Do you remember writing, “What I did during my summer vacation” essay? This blog invokes middle school memories trying to convey an entire summer in 500 words or less. I promise to spare you every detail and only share the highlights of my amazing and transformative experience.   The Swirl Suite, a weekly podcast I co-host with three extraordinary women, broadcasted live in New Orleans over the July 4th weekend. We attended the Black Wine Experience. The Black Wine Experience was a weekend of celebrating African-Americans in the wine industry. Winemakers, importers, wine brokers, distributors, and of course, media influencers gathered to recognize diversity in wine. During this season of gratitude, I am grateful to have witness diversity in wine.  

Swirl Suite Hosts
Swirl Suite: Tanisha Townsend, Leslie Frelow, Sarita Cheaves, and Glynis Hill

Diversity is a hot topic. The craft beverage industry has not escaped this topic. The wine industry has been called out, chastised, placed on “front street” for its lack of diversity in ownership, vineyard managers, winemakers, distribution, virtually all segments. Women and black and brown people are STILL not represented in sizeable numbers. Blogs like Julia Coney, “Your wine glass ceiling is my glass box. An open letter to Karen Macneil and the wine industry” provoked an international discussion. Her blog sheds light on the plain sight disparities.
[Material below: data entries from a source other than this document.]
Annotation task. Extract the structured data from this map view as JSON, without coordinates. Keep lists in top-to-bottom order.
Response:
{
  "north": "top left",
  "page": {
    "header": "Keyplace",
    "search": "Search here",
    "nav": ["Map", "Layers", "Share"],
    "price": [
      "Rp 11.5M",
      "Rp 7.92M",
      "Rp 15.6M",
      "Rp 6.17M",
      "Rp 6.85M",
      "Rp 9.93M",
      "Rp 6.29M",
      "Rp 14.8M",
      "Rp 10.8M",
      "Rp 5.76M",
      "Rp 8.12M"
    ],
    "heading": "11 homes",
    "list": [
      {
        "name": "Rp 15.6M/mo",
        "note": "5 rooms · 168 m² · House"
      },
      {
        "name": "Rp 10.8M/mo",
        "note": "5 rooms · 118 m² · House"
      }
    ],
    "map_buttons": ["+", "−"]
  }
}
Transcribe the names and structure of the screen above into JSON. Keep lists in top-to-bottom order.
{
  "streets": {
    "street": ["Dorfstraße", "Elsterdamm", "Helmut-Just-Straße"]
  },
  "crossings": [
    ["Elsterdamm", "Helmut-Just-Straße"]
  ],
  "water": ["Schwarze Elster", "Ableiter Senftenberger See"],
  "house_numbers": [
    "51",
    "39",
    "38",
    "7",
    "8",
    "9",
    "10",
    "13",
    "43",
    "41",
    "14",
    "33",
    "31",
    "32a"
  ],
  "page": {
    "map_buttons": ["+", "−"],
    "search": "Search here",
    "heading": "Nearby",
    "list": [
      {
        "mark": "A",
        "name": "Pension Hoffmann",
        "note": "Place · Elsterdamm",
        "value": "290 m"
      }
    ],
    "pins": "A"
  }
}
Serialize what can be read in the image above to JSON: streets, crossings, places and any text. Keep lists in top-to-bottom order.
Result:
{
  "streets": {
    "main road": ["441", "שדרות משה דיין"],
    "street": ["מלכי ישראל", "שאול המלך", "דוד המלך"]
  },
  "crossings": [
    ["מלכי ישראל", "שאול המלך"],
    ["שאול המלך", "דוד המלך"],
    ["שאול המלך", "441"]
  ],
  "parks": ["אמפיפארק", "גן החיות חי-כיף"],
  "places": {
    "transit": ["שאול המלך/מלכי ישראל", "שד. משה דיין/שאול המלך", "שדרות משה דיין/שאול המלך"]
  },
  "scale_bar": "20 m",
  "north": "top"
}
The Black Wine Experience was a platform to celebrate notable individuals. My Swirl Suite sisters and I had the honor to interview these celebrated individuals. Brenae Royal, the first and only African-American female vineyard manager, and Isiah Thomas, hall of fame basketball icon, entrepreneur, and now Champagne producer, are among individuals we interviewed.

The entire weekend was epic, and we have the audio to prove it! We talked to so many great blacks in wine. I am excited to share with you our interviews. The podcast is a two-part series.

Episode One

The first episode features Gallo Wines vineyard manager Brenae Royal; Gallo Wines diversity and marketing professional Derek Epps and winemaker Jennifer McDonald of Jenny Dawn Cellars. Jenny Dawn Cellars brought California winemaking to the mid-west. It is a new winery in Wichita, KS.

Episode One

Episode Two

Episode two is so large that we created two segments. The first segment features Chris Wachira, Ph.D., and Chadwick Spell of Wachira Wines. Wachira Wines is a woman-owned winery and a culmination of the extraordinary vision and effort of Dr. Chris Wachira, the first Kenyan-born, Californian winemaker, distributor, importer, and exporter. Winemaker Paula Harrell of Harrell Wines is a California native who was introduced to wine while studying abroad. Isiah Thomas of Cheurlin Champagne known for his business savvy and philanthropic endeavors as much as his storied athletic career. Isiah and his wife Lynn wanted healthier, great-tasting champagne without the added sugar. He is a hands-on owner of Cheurlin Champagne.

The second segment features a wine importer and distributor Larry Boone of Lawrence Boone Selections. Lawrence Boone Selections is dedicated to finding the best biodynamic and natural wines sourced from small family owned wineries. Mohamed Morretta founding partner of LaKool Champagne. Morretta and Robert “Kool” Bell, from legendary Kool and The Gang band, are the inspiration for LaKool Champagne.

Episode Two, part 1
Episode Two, part 2

Please take a listen to the Swirl Suite shows. I think we captured the excitement and positive energy flowing through the weekend. 

If you want to hear more Swirl Suite shows, you can click here.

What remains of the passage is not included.